### WORK INSTRUCTIONS
This exercise asks for an exact copy of every entry below, with pictures omitted.

### DATA
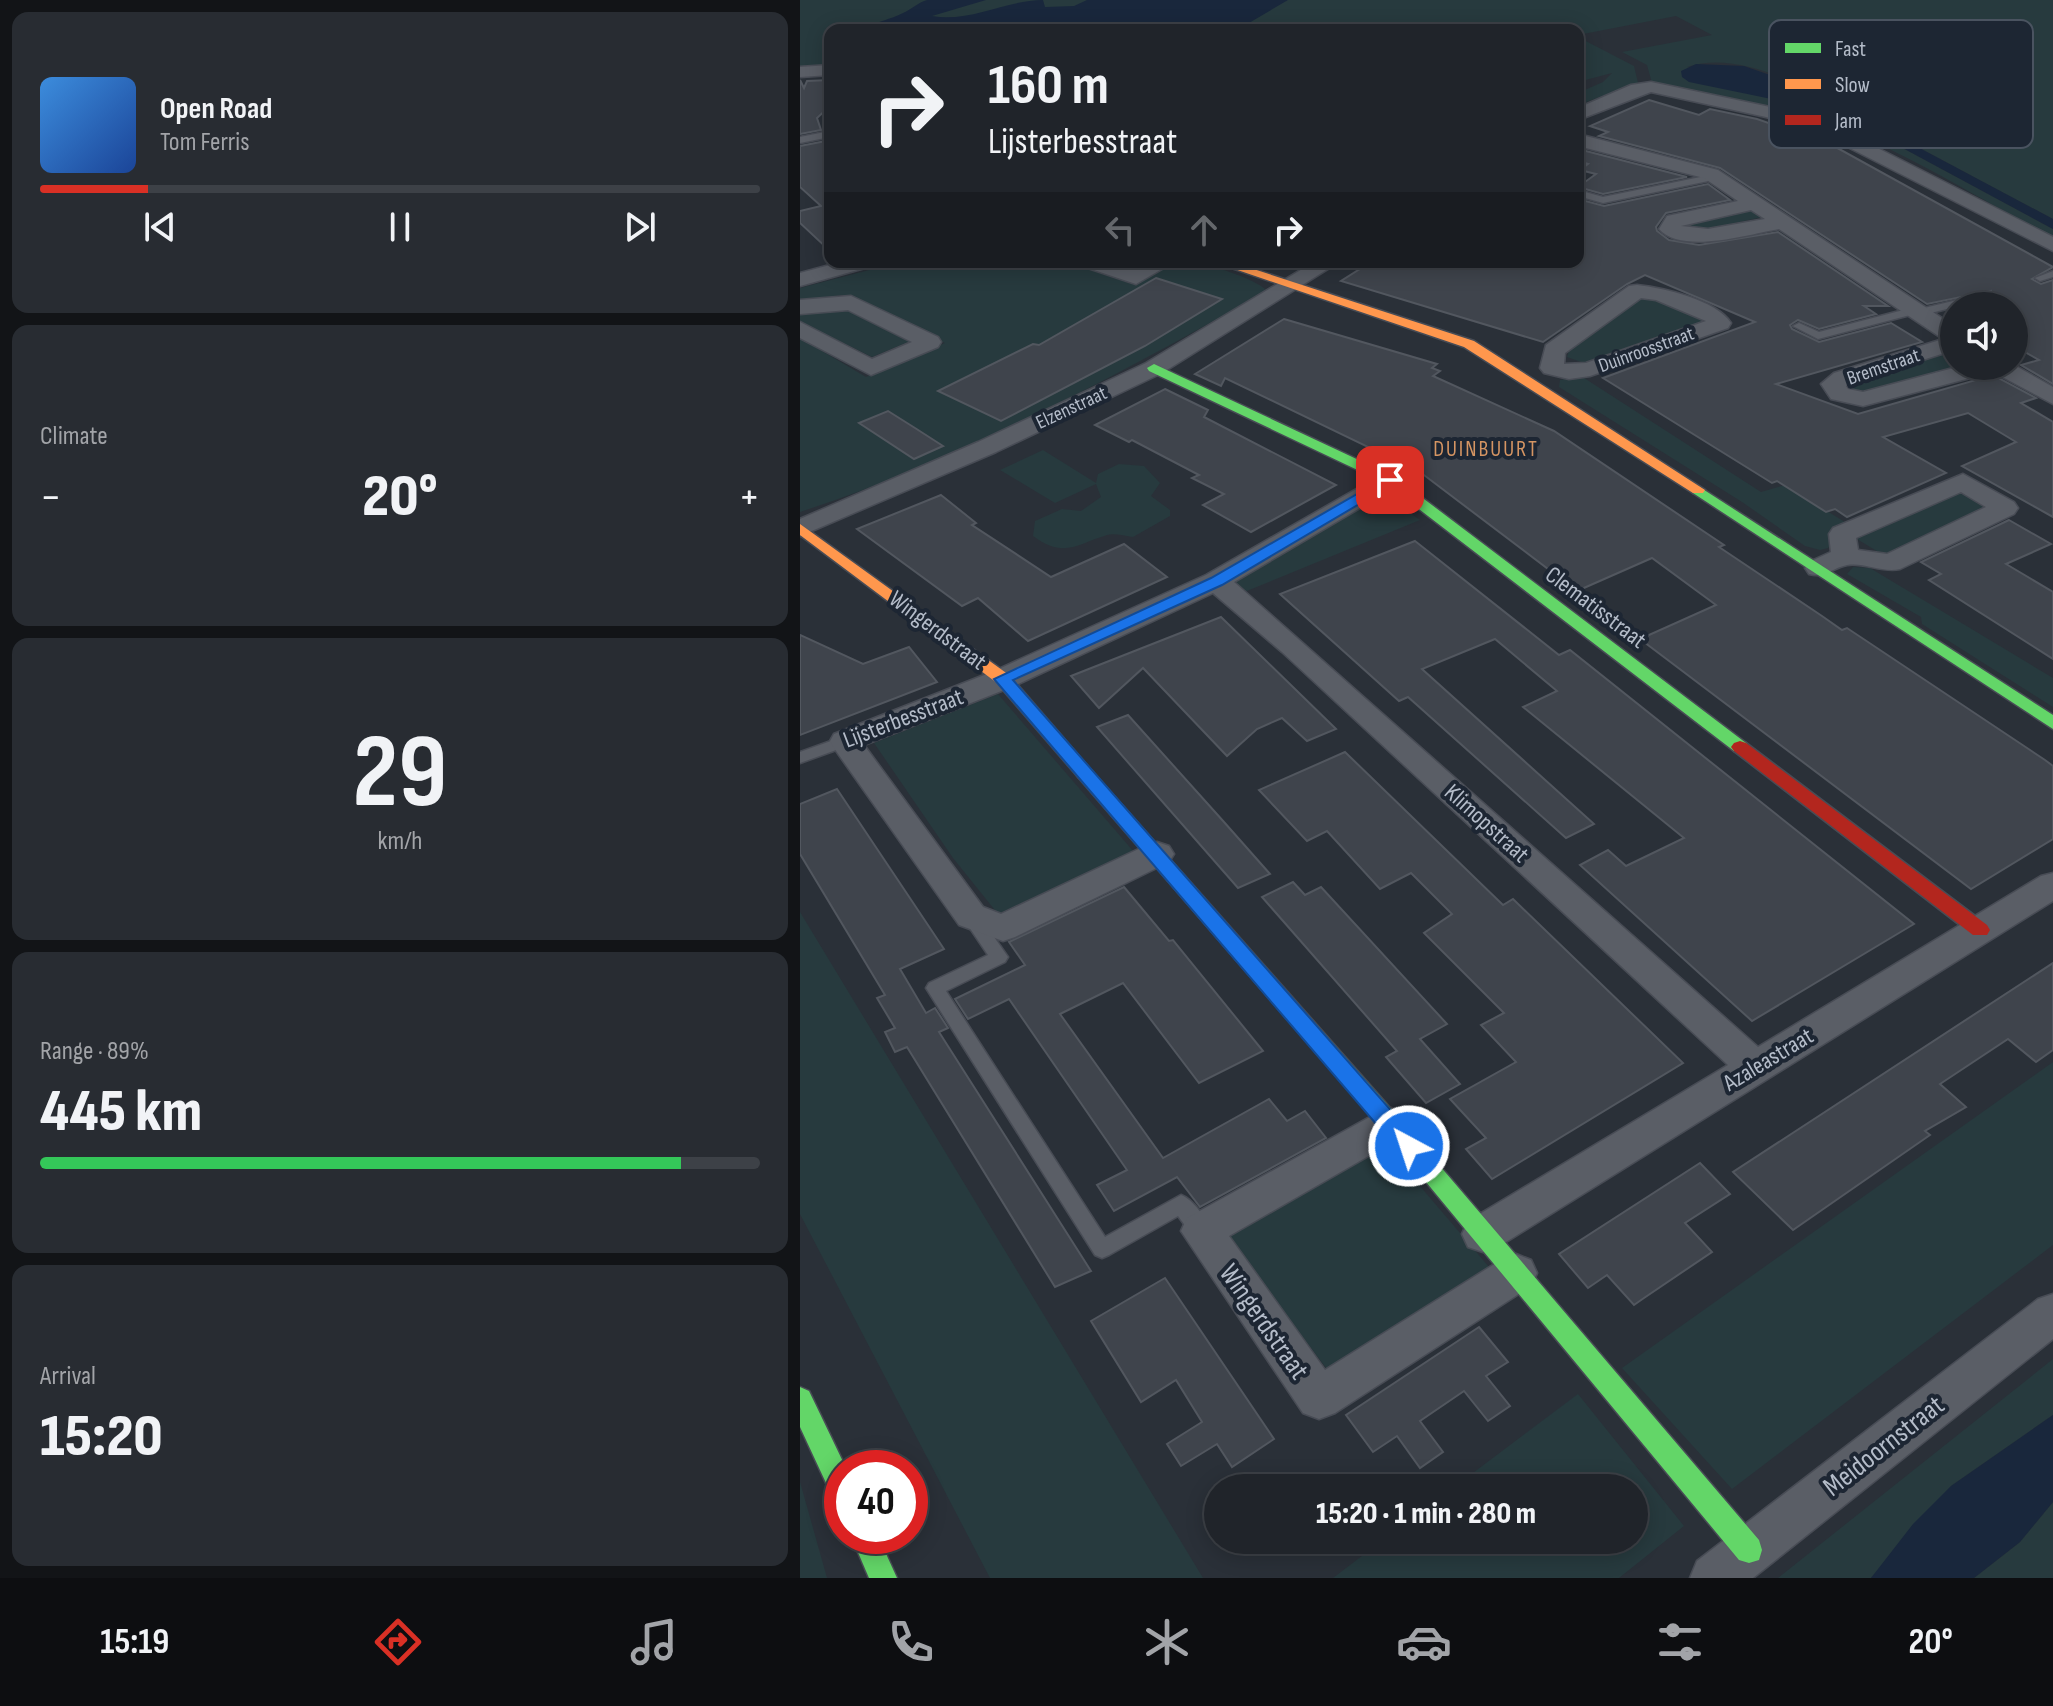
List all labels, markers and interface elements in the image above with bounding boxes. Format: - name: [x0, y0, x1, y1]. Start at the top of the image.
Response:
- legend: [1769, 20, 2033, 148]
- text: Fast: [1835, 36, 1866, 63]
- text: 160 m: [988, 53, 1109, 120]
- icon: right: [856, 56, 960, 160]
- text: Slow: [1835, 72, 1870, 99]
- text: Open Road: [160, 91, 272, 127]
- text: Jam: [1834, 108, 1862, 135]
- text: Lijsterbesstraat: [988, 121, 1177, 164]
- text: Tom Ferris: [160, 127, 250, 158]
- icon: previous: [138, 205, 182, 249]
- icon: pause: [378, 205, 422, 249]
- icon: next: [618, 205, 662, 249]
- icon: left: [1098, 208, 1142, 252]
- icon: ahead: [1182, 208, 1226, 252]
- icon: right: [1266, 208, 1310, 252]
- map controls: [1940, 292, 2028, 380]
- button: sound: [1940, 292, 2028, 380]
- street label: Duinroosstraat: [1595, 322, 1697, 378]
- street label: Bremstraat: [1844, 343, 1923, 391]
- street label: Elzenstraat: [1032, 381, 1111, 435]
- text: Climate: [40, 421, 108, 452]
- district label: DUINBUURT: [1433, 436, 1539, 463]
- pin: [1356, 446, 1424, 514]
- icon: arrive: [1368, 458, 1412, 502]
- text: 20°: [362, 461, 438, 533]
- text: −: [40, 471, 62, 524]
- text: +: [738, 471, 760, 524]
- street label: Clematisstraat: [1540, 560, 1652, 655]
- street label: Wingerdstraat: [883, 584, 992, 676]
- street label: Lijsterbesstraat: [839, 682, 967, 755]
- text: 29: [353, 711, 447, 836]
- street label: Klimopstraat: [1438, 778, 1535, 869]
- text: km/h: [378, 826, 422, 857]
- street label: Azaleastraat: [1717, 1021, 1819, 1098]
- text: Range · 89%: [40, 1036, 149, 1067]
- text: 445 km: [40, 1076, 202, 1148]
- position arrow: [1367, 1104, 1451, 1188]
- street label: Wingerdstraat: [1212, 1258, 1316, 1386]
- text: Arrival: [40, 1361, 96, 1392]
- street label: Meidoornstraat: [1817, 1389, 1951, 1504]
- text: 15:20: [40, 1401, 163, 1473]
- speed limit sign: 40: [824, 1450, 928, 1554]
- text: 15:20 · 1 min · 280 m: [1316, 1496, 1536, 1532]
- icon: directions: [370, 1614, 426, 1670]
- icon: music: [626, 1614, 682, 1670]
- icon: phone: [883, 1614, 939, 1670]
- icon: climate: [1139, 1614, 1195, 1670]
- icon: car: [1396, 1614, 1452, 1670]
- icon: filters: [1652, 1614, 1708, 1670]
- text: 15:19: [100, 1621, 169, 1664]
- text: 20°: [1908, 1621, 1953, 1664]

### TASK SOLUTION
List all labels, markers and interface elements in the image above with bounding boxes. Format: - name: [x0, y0, x1, y1]. Start at the top of the image.
Response:
- legend: [1769, 20, 2033, 148]
- text: Fast: [1835, 36, 1866, 63]
- text: 160 m: [988, 53, 1109, 120]
- icon: right: [856, 56, 960, 160]
- text: Slow: [1835, 72, 1870, 99]
- text: Open Road: [160, 91, 272, 127]
- text: Jam: [1834, 108, 1862, 135]
- text: Lijsterbesstraat: [988, 121, 1177, 164]
- text: Tom Ferris: [160, 127, 250, 158]
- icon: previous: [138, 205, 182, 249]
- icon: pause: [378, 205, 422, 249]
- icon: next: [618, 205, 662, 249]
- icon: left: [1098, 208, 1142, 252]
- icon: ahead: [1182, 208, 1226, 252]
- icon: right: [1266, 208, 1310, 252]
- map controls: [1940, 292, 2028, 380]
- button: sound: [1940, 292, 2028, 380]
- street label: Duinroosstraat: [1595, 322, 1697, 378]
- street label: Bremstraat: [1844, 343, 1923, 391]
- street label: Elzenstraat: [1032, 381, 1111, 435]
- text: Climate: [40, 421, 108, 452]
- district label: DUINBUURT: [1433, 436, 1539, 463]
- pin: [1356, 446, 1424, 514]
- icon: arrive: [1368, 458, 1412, 502]
- text: 20°: [362, 461, 438, 533]
- text: −: [40, 471, 62, 524]
- text: +: [738, 471, 760, 524]
- street label: Clematisstraat: [1540, 560, 1652, 655]
- street label: Wingerdstraat: [883, 584, 992, 676]
- street label: Lijsterbesstraat: [839, 682, 967, 755]
- text: 29: [353, 711, 447, 836]
- street label: Klimopstraat: [1438, 778, 1535, 869]
- text: km/h: [378, 826, 422, 857]
- street label: Azaleastraat: [1717, 1021, 1819, 1098]
- text: Range · 89%: [40, 1036, 149, 1067]
- text: 445 km: [40, 1076, 202, 1148]
- position arrow: [1367, 1104, 1451, 1188]
- street label: Wingerdstraat: [1212, 1258, 1316, 1386]
- text: Arrival: [40, 1361, 96, 1392]
- street label: Meidoornstraat: [1817, 1389, 1951, 1504]
- text: 15:20: [40, 1401, 163, 1473]
- speed limit sign: 40: [824, 1450, 928, 1554]
- text: 15:20 · 1 min · 280 m: [1316, 1496, 1536, 1532]
- icon: directions: [370, 1614, 426, 1670]
- icon: music: [626, 1614, 682, 1670]
- icon: phone: [883, 1614, 939, 1670]
- icon: climate: [1139, 1614, 1195, 1670]
- icon: car: [1396, 1614, 1452, 1670]
- icon: filters: [1652, 1614, 1708, 1670]
- text: 15:19: [100, 1621, 169, 1664]
- text: 20°: [1908, 1621, 1953, 1664]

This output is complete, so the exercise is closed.